BEGIN
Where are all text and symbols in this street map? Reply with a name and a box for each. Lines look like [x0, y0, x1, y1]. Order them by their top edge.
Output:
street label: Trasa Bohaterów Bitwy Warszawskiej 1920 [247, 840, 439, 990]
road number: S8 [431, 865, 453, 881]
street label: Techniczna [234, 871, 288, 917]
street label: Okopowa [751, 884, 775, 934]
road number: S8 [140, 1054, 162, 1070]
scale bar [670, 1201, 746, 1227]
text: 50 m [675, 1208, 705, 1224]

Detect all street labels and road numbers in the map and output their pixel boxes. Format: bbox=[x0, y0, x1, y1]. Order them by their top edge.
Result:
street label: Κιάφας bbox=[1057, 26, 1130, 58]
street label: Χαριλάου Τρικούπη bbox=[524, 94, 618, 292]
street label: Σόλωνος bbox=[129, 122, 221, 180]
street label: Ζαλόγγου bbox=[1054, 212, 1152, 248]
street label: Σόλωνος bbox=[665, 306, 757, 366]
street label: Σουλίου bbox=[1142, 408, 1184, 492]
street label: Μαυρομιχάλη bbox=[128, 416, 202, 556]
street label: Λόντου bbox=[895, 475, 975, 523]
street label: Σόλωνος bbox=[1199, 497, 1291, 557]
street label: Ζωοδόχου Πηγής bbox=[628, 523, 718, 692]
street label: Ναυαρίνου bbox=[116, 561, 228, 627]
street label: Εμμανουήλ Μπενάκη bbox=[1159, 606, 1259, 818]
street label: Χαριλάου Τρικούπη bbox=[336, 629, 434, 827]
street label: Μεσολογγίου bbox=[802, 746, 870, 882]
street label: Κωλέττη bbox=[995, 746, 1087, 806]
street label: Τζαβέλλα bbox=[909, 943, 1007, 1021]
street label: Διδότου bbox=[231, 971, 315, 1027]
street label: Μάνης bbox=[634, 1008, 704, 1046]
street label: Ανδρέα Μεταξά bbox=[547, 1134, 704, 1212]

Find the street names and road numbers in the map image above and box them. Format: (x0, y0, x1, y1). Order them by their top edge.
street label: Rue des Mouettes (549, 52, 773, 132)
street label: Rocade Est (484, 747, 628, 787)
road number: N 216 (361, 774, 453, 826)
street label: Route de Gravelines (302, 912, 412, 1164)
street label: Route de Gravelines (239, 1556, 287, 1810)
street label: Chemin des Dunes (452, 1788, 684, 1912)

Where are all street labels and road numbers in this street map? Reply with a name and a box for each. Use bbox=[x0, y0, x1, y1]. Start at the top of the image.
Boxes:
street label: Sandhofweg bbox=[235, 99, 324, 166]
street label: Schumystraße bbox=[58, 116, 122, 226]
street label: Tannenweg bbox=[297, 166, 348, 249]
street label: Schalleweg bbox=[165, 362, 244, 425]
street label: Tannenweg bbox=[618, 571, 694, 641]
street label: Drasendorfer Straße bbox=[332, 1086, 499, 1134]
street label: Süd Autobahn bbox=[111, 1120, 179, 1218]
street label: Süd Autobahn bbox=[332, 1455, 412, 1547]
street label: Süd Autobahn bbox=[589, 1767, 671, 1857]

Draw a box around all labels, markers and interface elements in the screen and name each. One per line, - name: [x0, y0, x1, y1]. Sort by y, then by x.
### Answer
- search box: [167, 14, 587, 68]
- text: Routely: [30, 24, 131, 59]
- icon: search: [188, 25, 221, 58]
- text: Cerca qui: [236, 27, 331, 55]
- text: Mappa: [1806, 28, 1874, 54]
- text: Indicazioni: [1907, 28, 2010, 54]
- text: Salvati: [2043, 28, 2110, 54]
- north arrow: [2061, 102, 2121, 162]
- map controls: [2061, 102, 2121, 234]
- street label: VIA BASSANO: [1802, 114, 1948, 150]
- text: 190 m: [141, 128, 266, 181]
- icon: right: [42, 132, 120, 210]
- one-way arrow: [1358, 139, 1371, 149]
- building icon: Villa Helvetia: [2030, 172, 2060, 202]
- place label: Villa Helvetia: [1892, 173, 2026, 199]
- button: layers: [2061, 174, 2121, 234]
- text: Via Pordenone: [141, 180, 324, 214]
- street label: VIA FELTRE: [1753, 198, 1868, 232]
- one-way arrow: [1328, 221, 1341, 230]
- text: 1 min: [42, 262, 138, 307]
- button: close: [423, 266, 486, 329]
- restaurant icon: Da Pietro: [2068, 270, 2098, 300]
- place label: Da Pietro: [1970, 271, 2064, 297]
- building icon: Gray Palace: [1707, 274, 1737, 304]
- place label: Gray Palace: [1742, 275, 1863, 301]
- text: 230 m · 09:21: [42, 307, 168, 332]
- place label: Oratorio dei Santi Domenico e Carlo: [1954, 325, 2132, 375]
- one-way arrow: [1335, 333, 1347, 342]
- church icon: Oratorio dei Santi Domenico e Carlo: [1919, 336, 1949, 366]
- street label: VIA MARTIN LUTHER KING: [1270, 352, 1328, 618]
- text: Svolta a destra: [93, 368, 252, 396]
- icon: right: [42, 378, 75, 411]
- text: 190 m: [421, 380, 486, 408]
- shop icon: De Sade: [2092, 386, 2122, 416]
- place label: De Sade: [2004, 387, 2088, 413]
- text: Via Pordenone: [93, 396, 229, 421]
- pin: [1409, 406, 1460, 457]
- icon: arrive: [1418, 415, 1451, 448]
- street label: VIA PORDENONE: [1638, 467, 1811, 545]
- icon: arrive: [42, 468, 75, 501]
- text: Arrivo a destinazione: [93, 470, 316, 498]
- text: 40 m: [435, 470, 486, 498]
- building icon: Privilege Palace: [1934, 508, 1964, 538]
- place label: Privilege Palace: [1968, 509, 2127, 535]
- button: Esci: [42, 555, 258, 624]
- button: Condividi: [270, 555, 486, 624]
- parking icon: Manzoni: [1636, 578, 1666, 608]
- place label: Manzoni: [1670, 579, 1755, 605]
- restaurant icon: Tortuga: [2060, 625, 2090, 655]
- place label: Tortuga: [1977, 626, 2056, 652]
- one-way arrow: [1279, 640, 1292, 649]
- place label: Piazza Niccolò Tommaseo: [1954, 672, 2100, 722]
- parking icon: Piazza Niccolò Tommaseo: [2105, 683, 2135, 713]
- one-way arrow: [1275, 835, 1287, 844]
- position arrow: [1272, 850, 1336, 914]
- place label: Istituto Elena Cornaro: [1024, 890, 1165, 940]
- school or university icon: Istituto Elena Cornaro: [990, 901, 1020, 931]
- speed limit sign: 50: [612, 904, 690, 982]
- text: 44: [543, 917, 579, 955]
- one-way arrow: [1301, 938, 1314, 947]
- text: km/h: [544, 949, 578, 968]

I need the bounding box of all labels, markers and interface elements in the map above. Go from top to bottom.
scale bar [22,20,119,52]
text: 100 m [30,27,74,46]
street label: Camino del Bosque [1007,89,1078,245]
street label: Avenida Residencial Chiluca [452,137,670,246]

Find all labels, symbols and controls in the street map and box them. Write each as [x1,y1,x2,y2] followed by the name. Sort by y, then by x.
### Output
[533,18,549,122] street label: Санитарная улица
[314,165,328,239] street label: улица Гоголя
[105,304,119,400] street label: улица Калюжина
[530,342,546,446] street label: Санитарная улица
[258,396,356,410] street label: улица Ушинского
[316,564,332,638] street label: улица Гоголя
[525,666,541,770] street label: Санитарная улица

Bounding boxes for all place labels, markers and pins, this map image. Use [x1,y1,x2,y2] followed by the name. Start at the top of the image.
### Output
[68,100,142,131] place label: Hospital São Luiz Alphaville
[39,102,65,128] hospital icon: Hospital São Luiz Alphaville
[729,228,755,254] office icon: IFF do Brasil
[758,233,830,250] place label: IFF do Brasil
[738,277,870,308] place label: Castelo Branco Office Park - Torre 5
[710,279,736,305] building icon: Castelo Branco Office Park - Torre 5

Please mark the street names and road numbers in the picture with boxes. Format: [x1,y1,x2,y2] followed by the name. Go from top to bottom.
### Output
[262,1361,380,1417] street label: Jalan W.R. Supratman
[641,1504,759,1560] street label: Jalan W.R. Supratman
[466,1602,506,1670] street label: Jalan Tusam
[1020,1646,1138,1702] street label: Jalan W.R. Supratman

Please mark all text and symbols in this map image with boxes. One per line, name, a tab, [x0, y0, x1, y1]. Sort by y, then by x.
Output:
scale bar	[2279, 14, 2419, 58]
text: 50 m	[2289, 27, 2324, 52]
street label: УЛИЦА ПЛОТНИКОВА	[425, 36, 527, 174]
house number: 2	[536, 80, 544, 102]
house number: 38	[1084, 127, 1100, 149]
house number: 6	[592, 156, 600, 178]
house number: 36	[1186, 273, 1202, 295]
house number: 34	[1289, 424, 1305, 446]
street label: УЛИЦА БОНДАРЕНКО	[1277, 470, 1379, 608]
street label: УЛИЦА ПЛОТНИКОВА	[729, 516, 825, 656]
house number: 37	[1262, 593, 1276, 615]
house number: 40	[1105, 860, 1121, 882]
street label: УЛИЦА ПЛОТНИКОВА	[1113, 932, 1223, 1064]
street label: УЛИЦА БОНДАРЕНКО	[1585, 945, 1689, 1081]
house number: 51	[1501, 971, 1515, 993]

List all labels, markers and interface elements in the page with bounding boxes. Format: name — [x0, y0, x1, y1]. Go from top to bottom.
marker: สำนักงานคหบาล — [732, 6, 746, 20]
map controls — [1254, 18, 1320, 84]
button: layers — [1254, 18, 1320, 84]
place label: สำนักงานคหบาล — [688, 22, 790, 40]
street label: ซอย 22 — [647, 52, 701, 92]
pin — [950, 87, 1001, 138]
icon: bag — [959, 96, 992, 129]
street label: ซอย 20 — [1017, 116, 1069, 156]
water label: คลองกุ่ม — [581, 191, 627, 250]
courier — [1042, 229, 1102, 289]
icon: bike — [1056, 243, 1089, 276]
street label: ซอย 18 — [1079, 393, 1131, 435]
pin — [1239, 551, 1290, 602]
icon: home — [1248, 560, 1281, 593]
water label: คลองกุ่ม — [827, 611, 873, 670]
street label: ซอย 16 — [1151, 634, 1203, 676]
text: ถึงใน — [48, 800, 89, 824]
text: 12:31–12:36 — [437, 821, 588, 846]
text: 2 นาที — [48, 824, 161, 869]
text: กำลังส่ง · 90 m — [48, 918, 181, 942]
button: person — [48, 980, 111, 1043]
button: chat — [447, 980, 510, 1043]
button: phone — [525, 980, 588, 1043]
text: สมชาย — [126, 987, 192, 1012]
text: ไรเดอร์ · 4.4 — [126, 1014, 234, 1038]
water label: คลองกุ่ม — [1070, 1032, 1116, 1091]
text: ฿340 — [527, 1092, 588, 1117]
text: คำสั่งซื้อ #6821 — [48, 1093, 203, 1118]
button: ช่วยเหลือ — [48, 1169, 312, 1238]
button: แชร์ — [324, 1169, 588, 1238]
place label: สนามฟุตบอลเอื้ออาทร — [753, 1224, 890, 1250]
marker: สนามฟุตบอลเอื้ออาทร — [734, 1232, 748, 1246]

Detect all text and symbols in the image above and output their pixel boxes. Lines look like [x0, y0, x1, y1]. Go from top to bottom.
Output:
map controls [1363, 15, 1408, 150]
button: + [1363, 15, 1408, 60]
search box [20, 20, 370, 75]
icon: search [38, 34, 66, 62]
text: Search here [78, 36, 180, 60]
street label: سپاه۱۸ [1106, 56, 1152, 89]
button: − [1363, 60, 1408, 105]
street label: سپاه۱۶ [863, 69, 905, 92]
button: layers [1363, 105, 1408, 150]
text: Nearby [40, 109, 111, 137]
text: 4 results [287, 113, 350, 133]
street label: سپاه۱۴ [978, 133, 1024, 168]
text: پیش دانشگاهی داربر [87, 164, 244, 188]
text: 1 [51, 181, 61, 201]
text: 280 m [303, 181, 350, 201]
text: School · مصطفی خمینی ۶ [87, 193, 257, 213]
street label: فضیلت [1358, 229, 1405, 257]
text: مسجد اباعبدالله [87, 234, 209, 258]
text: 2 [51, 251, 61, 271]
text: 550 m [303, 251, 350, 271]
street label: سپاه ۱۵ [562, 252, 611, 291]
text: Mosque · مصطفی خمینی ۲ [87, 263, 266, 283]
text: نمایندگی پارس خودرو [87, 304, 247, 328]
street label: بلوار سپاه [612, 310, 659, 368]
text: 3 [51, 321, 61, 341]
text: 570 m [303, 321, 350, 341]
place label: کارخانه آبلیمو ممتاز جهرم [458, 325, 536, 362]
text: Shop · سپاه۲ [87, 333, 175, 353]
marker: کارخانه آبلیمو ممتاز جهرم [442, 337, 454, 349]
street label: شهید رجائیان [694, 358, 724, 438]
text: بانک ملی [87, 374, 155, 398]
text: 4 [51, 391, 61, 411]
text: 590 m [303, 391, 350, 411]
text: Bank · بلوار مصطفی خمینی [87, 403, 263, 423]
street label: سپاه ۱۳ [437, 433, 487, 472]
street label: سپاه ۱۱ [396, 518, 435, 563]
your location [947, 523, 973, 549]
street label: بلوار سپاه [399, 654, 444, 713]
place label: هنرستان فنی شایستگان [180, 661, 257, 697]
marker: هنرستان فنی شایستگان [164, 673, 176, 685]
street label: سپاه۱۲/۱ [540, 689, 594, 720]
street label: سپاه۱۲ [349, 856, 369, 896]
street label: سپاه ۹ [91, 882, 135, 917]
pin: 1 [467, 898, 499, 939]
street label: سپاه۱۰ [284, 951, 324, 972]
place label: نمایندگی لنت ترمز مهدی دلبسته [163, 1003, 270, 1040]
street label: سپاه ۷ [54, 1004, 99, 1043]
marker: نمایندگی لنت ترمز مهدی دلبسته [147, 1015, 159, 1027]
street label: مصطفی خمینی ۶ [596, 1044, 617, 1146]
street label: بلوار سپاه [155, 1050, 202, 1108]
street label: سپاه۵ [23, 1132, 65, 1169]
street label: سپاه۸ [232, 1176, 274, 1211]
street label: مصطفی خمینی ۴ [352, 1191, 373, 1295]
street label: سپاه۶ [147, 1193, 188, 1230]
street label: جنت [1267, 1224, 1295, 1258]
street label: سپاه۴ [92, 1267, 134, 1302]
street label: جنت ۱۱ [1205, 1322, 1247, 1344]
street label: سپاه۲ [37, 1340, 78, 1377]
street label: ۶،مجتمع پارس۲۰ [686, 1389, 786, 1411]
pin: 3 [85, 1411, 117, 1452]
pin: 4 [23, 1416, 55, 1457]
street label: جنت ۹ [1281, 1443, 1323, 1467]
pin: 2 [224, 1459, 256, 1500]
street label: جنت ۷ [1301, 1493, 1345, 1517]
END
- TASK TO COMPLETE
Go over the records above and tally each line that includes "look". Give the total by itself.

- RESULT
2